Il Comune di Cabras ha compilato d’ufficio il conto giudiziale relativo all’imposta di soggiorno per l’esercizio finanziario 2022, poiché il titolare della struttura ricettiva, nella sua qualità di agente contabile, non ha adempiuto all’obbligo di presentazione nonostante i solleciti. Il conto, iscritto al registro di segreteria dei conti giudiziali, è stato depositato il 15.1.2024.

Il Giudice designato, all’esito delle verifiche, ha chiesto la fissazione dell’udienza per la discussione del giudizio, rilevando che, a norma dell’art. 147, comma 3, lett. a), c.g.c., l’udienza è sempre fissata per i conti compilati d’ufficio quando al termine della gestione non siano stati depositati. La questione giunge così davanti al Collegio, che deve verificare la regolarità della gestione e pronunciarsi sul discarico.

La Motivazione della Corte

La Corte muove dalla ricostruzione della nozione di agente contabile. Ai sensi delle disposizioni richiamate, tutti i soggetti incaricati delle riscossioni o dei pagamenti dell’amministrazione, o che comunque abbiano maneggio di pubblico denaro, sia in forza di formale investitura sia di fatto, rivestono tale qualifica e sono tenuti alla resa del conto giudiziale.

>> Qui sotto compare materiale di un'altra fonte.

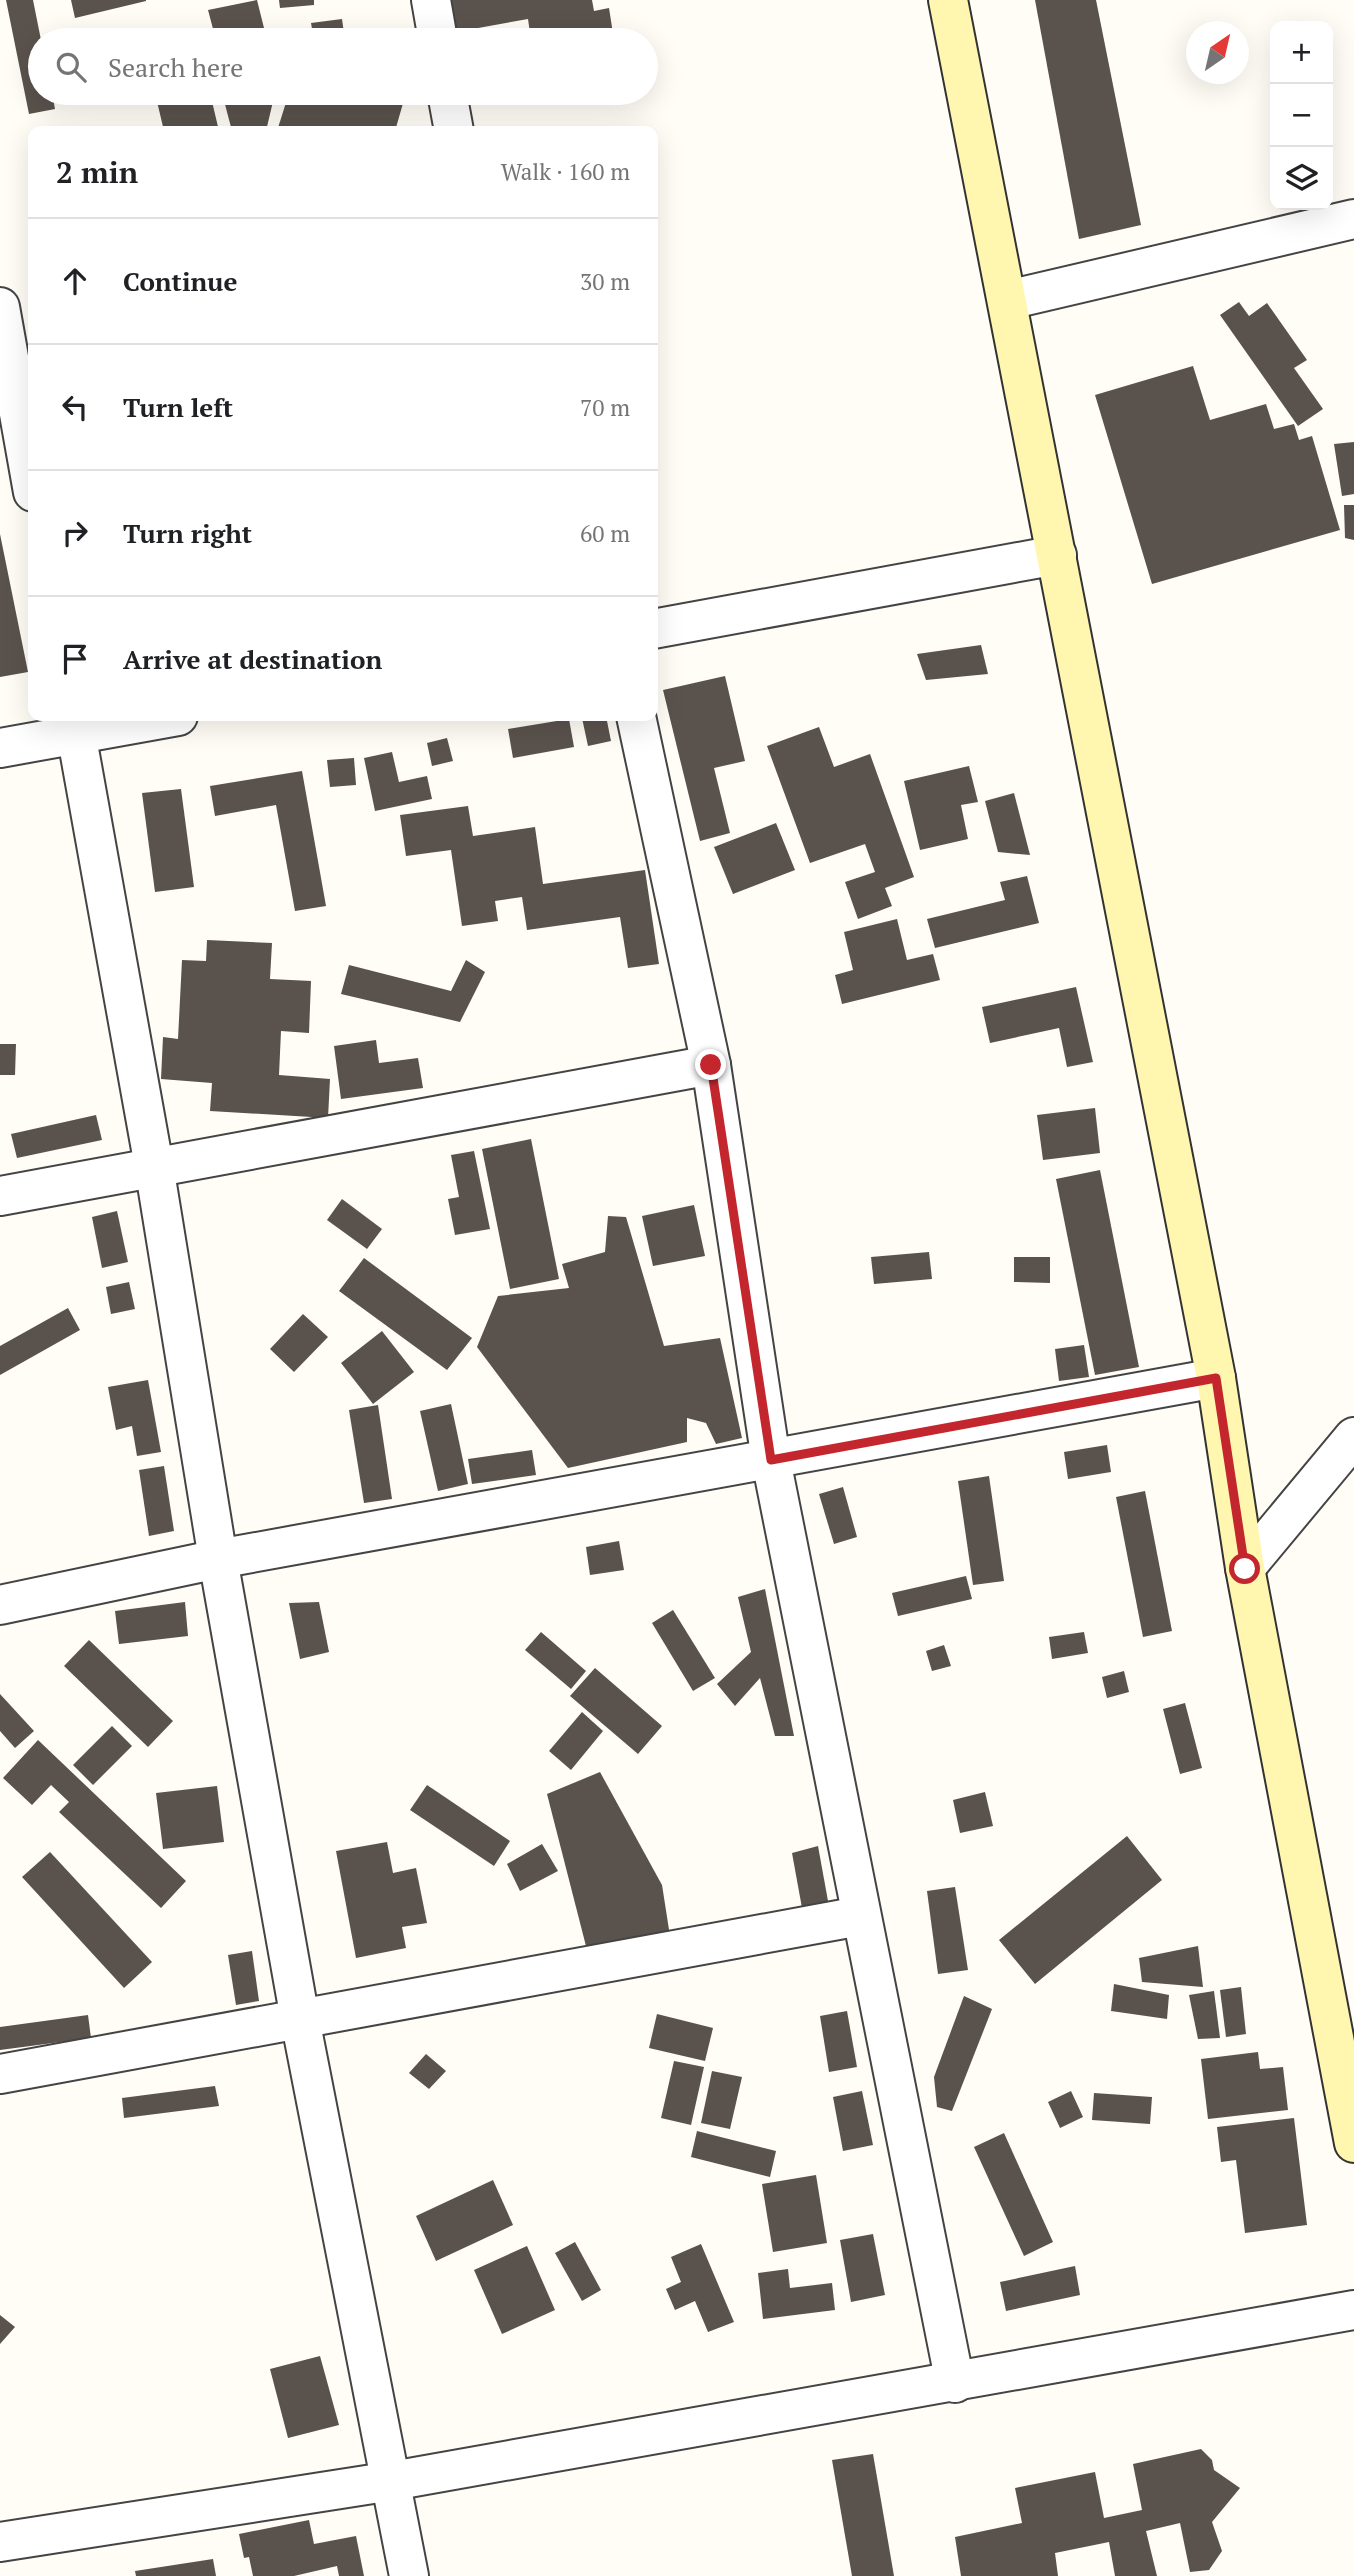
<!DOCTYPE html>
<meta charset="utf-8">
<style>
:root{--surface:#fff;--page:#f6f6f6;--text:#202124;--muted:#757577;--line:#e0e0e0}
body{margin:0;font-family:"PT Serif",serif;background:var(--page);color:var(--text)}
.controls{position:absolute;right:21px;top:21px;display:grid;overflow:hidden;border-radius:14px;box-shadow:0 7px 28px #0002}
.controls button{width:63px;height:63px;display:grid;place-items:center;padding:0;border:0;border-bottom:2px solid var(--line);background:var(--surface);color:var(--text);font:35px sans-serif}
.compass{position:absolute;left:1186px;top:21px;width:63px;height:63px;border-radius:50%;background:var(--surface);box-shadow:0 7px 28px #0002;rotate:34deg}
.stop{position:absolute;width:21px;height:21px;margin:-16px;border:5px solid #c4262e;border-radius:50%;background:#fff}
.stop.end{background:#c4262e;border-color:#fff;box-shadow:0 2px 7px #0008}
.list{margin:0;padding:0;list-style:none}
h2{display:flex;justify-content:space-between;align-items:center;height:91px;margin:0;padding:0 28px;font-size:30px}
h2 small{font-size:23px;font-weight:400;color:var(--muted)}
.list li{display:grid;grid-template-columns:46px 1fr auto;gap:21px;align-items:center;box-sizing:border-box;height:126px;padding:0 28px;border-top:2px solid var(--line)}
.list b{display:block;font-size:26px;white-space:nowrap}
.list em{font-size:23px;font-style:normal;color:var(--muted)}
.icon{flex:none;width:38px;height:38px;fill:none;stroke:currentColor;stroke-width:2;stroke-linecap:round;stroke-linejoin:round}
.map{position:relative;flex:none;width:1354px;height:2576px;overflow:hidden}
.search{position:absolute;background:var(--surface);box-shadow:0 7px 28px #0002;left:28px;top:28px;width:630px;height:77px;display:flex;align-items:center;gap:18px;box-sizing:border-box;padding:0 24px;border-radius:38px;color:var(--muted);font-size:26px}
.panel{position:absolute;background:var(--surface);box-shadow:0 7px 28px #0002;left:28px;top:126px;width:630px;height:595px;border-radius:14px}
.map>svg:first-child{display:block}
.building{fill:#5a524d}
.lines{fill:none;stroke-linecap:round;stroke-linejoin:round}
.street-casing{stroke:#444;stroke-width:42}
.secondary-casing{stroke:#333;stroke-width:42}
.street{stroke:#fff;stroke-width:38}
.secondary{stroke:#fff6b0;stroke-width:38}
.route{stroke:#c4262e;stroke-width:9}
</style>
<div class="map">
<svg width="1354" height="2576" viewBox="0 0 1354 2576">
<rect width="100%" height="100%" fill="#fffdf5"/>
<g class="building">
<polygon points="6,0 33,0 41,40 40,93 52,93 55,109 29,114"/>
<polygon points="71,0 146,0 146,1 75,18"/>
<polygon points="257,0 267,40 216,40 208,10"/>
<polygon points="279,0 314,0 314,5 280,8"/>
<polygon points="450,0 592,0 594,11 609,8 614,40 531,40 528,19 456,32"/>
<polygon points="1035,0 1096,0 1141,225 1079,239"/>
<polygon points="342,19 345,40 314,40 311,23"/>
<polygon points="148,32 150,40 119,40 119,39"/>
<polygon points="61,93 108,93 108,94 64,104"/>
<polygon points="155,93 210,93 219,131 164,131"/>
<polygon points="222,93 275,93 266,131 232,131"/>
<polygon points="289,93 406,93 395,131 277,131"/>
<polygon points="1239,302 1249,316 1267,303 1307,360 1294,368 1323,409 1298,426 1220,315"/>
<polygon points="1193,366 1210,420 1266,404 1274,429 1294,424 1299,440 1312,436 1340,530 1152,584 1095,395"/>
<polygon points="1354,442 1354,494 1342,496 1334,444"/>
<polygon points="1344,505 1354,505 1354,540 1345,538"/>
<polygon points="0,534 28,672 0,677"/>
<polygon points="981,645 988,674 926,680 917,654"/>
<polygon points="725,676 745,761 714,768 730,833 700,841 663,690"/>
<polygon points="606,716 611,741 588,746 582,718"/>
<polygon points="569,719 574,747 513,758 508,729"/>
<polygon points="819,727 834,767 870,754 914,877 885,888 892,906 858,919 845,882 875,872 865,844 810,863 767,746"/>
<polygon points="447,738 453,761 432,766 427,743"/>
<polygon points="392,752 399,782 427,776 432,799 375,811 364,758"/>
<polygon points="354,758 356,785 330,787 327,760"/>
<polygon points="969,766 978,802 961,805 968,839 920,850 904,781"/>
<polygon points="302,771 326,906 295,911 276,805 215,816 210,786"/>
<polygon points="181,789 194,887 155,892 142,793"/>
<polygon points="1014,793 1030,855 998,852 985,801"/>
<polygon points="468,806 473,836 535,827 543,884 645,870 659,964 628,968 620,917 527,930 522,897 495,901 498,921 462,926 451,850 406,856 400,815"/>
<polygon points="776,823 795,870 733,894 714,847"/>
<polygon points="1027,876 1039,923 935,948 927,919 1005,900 1000,882"/>
<polygon points="897,919 907,960 933,954 940,980 842,1004 835,975 853,970 844,932"/>
<polygon points="207,940 272,943 270,979 311,981 309,1033 281,1031 279,1075 330,1079 328,1118 210,1111 212,1083 161,1079 163,1037 178,1039 182,960 206,961"/>
<polygon points="466,960 485,972 460,1022 341,994 349,965 451,991"/>
<polygon points="1076,987 1093,1062 1067,1067 1059,1028 990,1043 982,1007"/>
<polygon points="376,1040 379,1063 418,1058 423,1088 341,1099 334,1046"/>
<polygon points="0,1044 16,1044 15,1075 0,1075"/>
<polygon points="1095,1108 1100,1153 1043,1160 1037,1115"/>
<polygon points="96,1115 102,1140 17,1158 11,1134"/>
<polygon points="531,1139 559,1279 510,1289 482,1149"/>
<polygon points="474,1151 490,1229 455,1235 448,1199 459,1197 451,1155"/>
<polygon points="1100,1170 1139,1367 1095,1375 1056,1179"/>
<polygon points="342,1199 382,1229 367,1249 327,1220"/>
<polygon points="694,1205 705,1256 653,1266 642,1216"/>
<polygon points="117,1211 128,1262 102,1268 92,1217"/>
<polygon points="608,1216 626,1217 664,1346 720,1338 742,1438 716,1444 706,1423 687,1418 687,1442 568,1468 477,1347 498,1296 569,1288 562,1264 605,1252"/>
<polygon points="929,1252 932,1279 874,1284 871,1257"/>
<polygon points="1014,1257 1050,1257 1050,1283 1014,1282"/>
<polygon points="364,1258 472,1338 447,1370 339,1291"/>
<polygon points="129,1282 135,1309 111,1314 106,1287"/>
<polygon points="68,1308 80,1330 0,1375 0,1346"/>
<polygon points="303,1314 328,1337 294,1372 270,1349"/>
<polygon points="382,1331 414,1372 373,1404 341,1363"/>
<polygon points="1084,1345 1089,1377 1059,1381 1055,1349"/>
<polygon points="148,1380 161,1452 137,1456 132,1426 116,1430 108,1387"/>
<polygon points="451,1404 468,1484 438,1491 420,1411"/>
<polygon points="378,1405 392,1499 364,1503 349,1410"/>
<polygon points="1107,1445 1111,1472 1068,1479 1064,1452"/>
<polygon points="532,1450 536,1475 472,1484 468,1459"/>
<polygon points="164,1466 174,1531 149,1536 139,1470"/>
<polygon points="989,1476 1004,1581 973,1585 958,1481"/>
<polygon points="843,1487 857,1537 834,1544 819,1494"/>
<polygon points="1145,1491 1172,1631 1143,1637 1116,1497"/>
<polygon points="619,1541 624,1570 590,1575 586,1547"/>
<polygon points="966,1576 972,1599 898,1616 892,1593"/>
<polygon points="765,1589 794,1736 775,1736 760,1678 735,1706 717,1684 751,1652 738,1597"/>
<polygon points="185,1602 188,1636 119,1644 115,1611"/>
<polygon points="319,1602 329,1652 300,1659 289,1603"/>
<polygon points="673,1610 715,1678 693,1691 652,1623"/>
<polygon points="541,1632 586,1671 571,1689 525,1650"/>
<polygon points="1084,1632 1088,1653 1052,1659 1049,1637"/>
<polygon points="89,1640 173,1721 148,1747 64,1666"/>
<polygon points="944,1645 951,1666 932,1671 926,1651"/>
<polygon points="595,1668 662,1726 638,1754 570,1696"/>
<polygon points="1124,1671 1129,1692 1107,1698 1102,1677"/>
<polygon points="0,1694 34,1731 15,1748 0,1731"/>
<polygon points="1185,1703 1202,1768 1180,1774 1163,1709"/>
<polygon points="582,1712 603,1731 571,1770 549,1751"/>
<polygon points="112,1726 132,1746 93,1785 73,1765"/>
<polygon points="38,1740 186,1881 161,1908 59,1812 69,1802 51,1785 32,1805 3,1778"/>
<polygon points="600,1772 662,1885 670,1936 587,1950 547,1794"/>
<polygon points="427,1785 510,1841 494,1866 410,1810"/>
<polygon points="217,1786 224,1842 163,1849 156,1793"/>
<polygon points="985,1792 993,1826 960,1833 953,1800"/>
<polygon points="1127,1836 1162,1880 1035,1984 999,1940"/>
<polygon points="387,1842 393,1873 416,1868 427,1923 402,1927 406,1948 356,1958 336,1851"/>
<polygon points="542,1844 558,1871 520,1891 507,1864"/>
<polygon points="818,1846 828,1901 802,1908 792,1853"/>
<polygon points="50,1852 152,1962 124,1988 22,1877"/>
<polygon points="955,1887 968,1970 938,1974 927,1891"/>
<polygon points="1198,1946 1203,1987 1142,1982 1139,1958"/>
<polygon points="252,1951 259,2001 236,2005 228,1955"/>
<polygon points="1114,1984 1169,1995 1167,2019 1111,2011"/>
<polygon points="1241,1987 1246,2034 1226,2037 1220,1990"/>
<polygon points="1214,1991 1220,2038 1198,2039 1189,1995"/>
<polygon points="964,1996 992,2009 952,2111 937,2107 934,2077"/>
<polygon points="847,2011 857,2067 829,2072 820,2016"/>
<polygon points="657,2014 713,2028 705,2061 649,2048"/>
<polygon points="88,2015 91,2038 0,2050 0,2027"/>
<polygon points="1258,2052 1260,2069 1283,2067 1288,2110 1208,2119 1201,2059"/>
<polygon points="426,2054 446,2071 429,2089 409,2073"/>
<polygon points="674,2061 704,2067 691,2125 661,2118"/>
<polygon points="712,2071 742,2077 730,2129 701,2123"/>
<polygon points="215,2086 219,2106 124,2118 122,2098"/>
<polygon points="862,2091 873,2145 843,2151 833,2097"/>
<polygon points="1071,2091 1083,2117 1060,2128 1048,2102"/>
<polygon points="1094,2093 1152,2097 1150,2124 1092,2120"/>
<polygon points="1294,2118 1307,2225 1245,2233 1236,2160 1221,2162 1217,2127"/>
<polygon points="697,2131 776,2151 770,2177 691,2157"/>
<polygon points="1004,2133 1053,2242 1024,2256 974,2147"/>
<polygon points="816,2175 827,2243 773,2252 762,2184"/>
<polygon points="493,2180 513,2225 436,2261 416,2216"/>
<polygon points="873,2234 885,2295 851,2302 840,2240"/>
<polygon points="575,2242 601,2290 582,2301 555,2253"/>
<polygon points="701,2244 734,2322 708,2332 695,2301 675,2310 666,2289 681,2282 671,2257"/>
<polygon points="527,2246 555,2310 502,2334 474,2270"/>
<polygon points="1075,2266 1080,2295 1006,2311 1000,2282"/>
<polygon points="788,2269 790,2288 832,2283 835,2310 763,2319 758,2273"/>
<polygon points="0,2315 15,2327 0,2344"/>
<polygon points="320,2356 339,2425 288,2438 270,2369"/>
<polygon points="1201,2449 1212,2460 1214,2470 1240,2488 1212,2522 1222,2551 1209,2570 1190,2572 1180,2523 1146,2531 1157,2576 1115,2576 1109,2542 1055,2553 1058,2576 961,2576 955,2537 1022,2523 1015,2488 1095,2472 1104,2518 1142,2510 1133,2464"/>
<polygon points="873,2454 894,2576 852,2576 832,2460"/>
<polygon points="309,2520 314,2544 356,2536 364,2576 339,2576 337,2566 294,2576 253,2576 249,2557 244,2558 239,2534"/>
<polygon points="213,2559 216,2576 136,2576 135,2571"/>
</g>
<g class="lines">
<defs>
<g id="street">
<polyline points="431,0 438,40"/>
<polyline points="447,93 454,131"/>
<polyline points="1008,300 1354,219"/>
<polyline points="0,307 33,492"/>
<polyline points="653,629 1057,555"/>
<polyline points="73,716 154,1166 218,1559 300,2019 409,2576"/>
<polyline points="636,716 711,1065 771,1460 955,2383"/>
<polyline points="0,748 178,716"/>
<polyline points="0,1196 711,1065"/>
<polyline points="1245,1568 1354,1437"/>
<polyline points="0,1605 218,1559 1216,1378"/>
<polyline points="0,2074 860,1916"/>
<polyline points="0,2542 392,2481 1354,2310"/>
</g>
<polyline id="secondary" points="948,0 1216,1378 1245,1568 1354,2143"/>
</defs>
<use href="#street" class="street-casing"/>
<use href="#secondary" class="secondary-casing"/>
<use href="#street" class="street"/>
<use href="#secondary" class="secondary"/>
</g>
<g class="lines">
<polyline class="route" points="711,1065 771,1460 1216,1378 1245,1569"/>
</g>
</svg>
<div class="controls">
<button>+</button>
<button>−</button>
<button><svg class="icon" aria-label="layers" viewBox="0 0 24 24"><path d="M12 4l9 5-9 5-9-5zM3 14l9 5 9-5"/></svg></button>
</div>
<svg class="compass" viewBox="-18 -18 36 36"><path d="M0-13l5 13h-10z" fill="#e53935"/><path d="M0 13l5-13h-10z" fill="#757577"/></svg>
<div class="stop" style="left:1245px;top:1569px"></div>
<div class="stop end" style="left:711px;top:1065px"></div>
<div class="search"><svg class="icon" aria-label="search" viewBox="0 0 24 24"><circle cx="10" cy="10" r="6"/><path d="M15 15l6 6"/></svg>Search here</div>
<section class="panel">
<h2>2 min<small>Walk · 160 m</small></h2>
<ul class="list">
<li><svg class="icon" aria-label="ahead" viewBox="0 0 24 24"><path d="M12 20V5M6 11l6-6 6 6"/></svg><div><b>Continue</b></div><em>30 m</em></li>
<li><svg class="icon" aria-label="left" viewBox="0 0 24 24"><path d="M17 20v-9H6M10 6l-5 5 5 5"/></svg><div><b>Turn left</b></div><em>70 m</em></li>
<li><svg class="icon" aria-label="right" viewBox="0 0 24 24"><path d="M7 20v-9h11M14 6l5 5-5 5"/></svg><div><b>Turn right</b></div><em>60 m</em></li>
<li><svg class="icon" aria-label="arrive" viewBox="0 0 24 24"><path d="M6 21V4h12l-3 4 3 4H6"/></svg><div><b>Arrive at destination</b></div></li>
</ul>
</section>
</div>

Il Collegio sottolinea che costituisce esigenza imprescindibile dell’ordinamento che chi gestisce beni pubblici dia dimostrazione del loro legittimo impiego e della corretta destinazione. L’obbligo di rendere il conto, per ottenerne il discarico, è quindi passaggio essenziale, in forza dei principi di necessarietà del giudizio di conto riconosciuti dalla Corte costituzionale, sentenza n. 114/1975.

Nel caso esaminato, il titolare della struttura ricettiva è investito della riscossione dell’imposta di soggiorno e del suo riversamento nella tesoreria dell’ente territoriale. Sussistono pertanto tutti i presupposti per la qualificazione come agente contabile, in quanto gestore di un’attività soggetta al tributo istituito dall’ente.

Dalla disamina del conto compilato d’ufficio, redatto con il prescritto modello 21 allegato al d.P.R. n. 194/1996, emerge che esso chiude in pareggio. La gestione può quindi ritenersi regolare, con conseguente approvazione del resoconto e discarico dell’agente contabile. Tale conclusione è coerente con il fatto che né l’ente titolare degli importi né il Pubblico Ministero contabile hanno contestato la gestione o sollevato rilievi.

Il pronunciato discarico esonera infine il Collegio dal provvedere sulle spese di giudizio.

Nota della Redazione

Ogni decisione citata è verificata sul provvedimento originale. Quando il documento può essere legittimamente ripubblicato senza esporre dati personali, mettiamo a disposizione anche il testo integrale.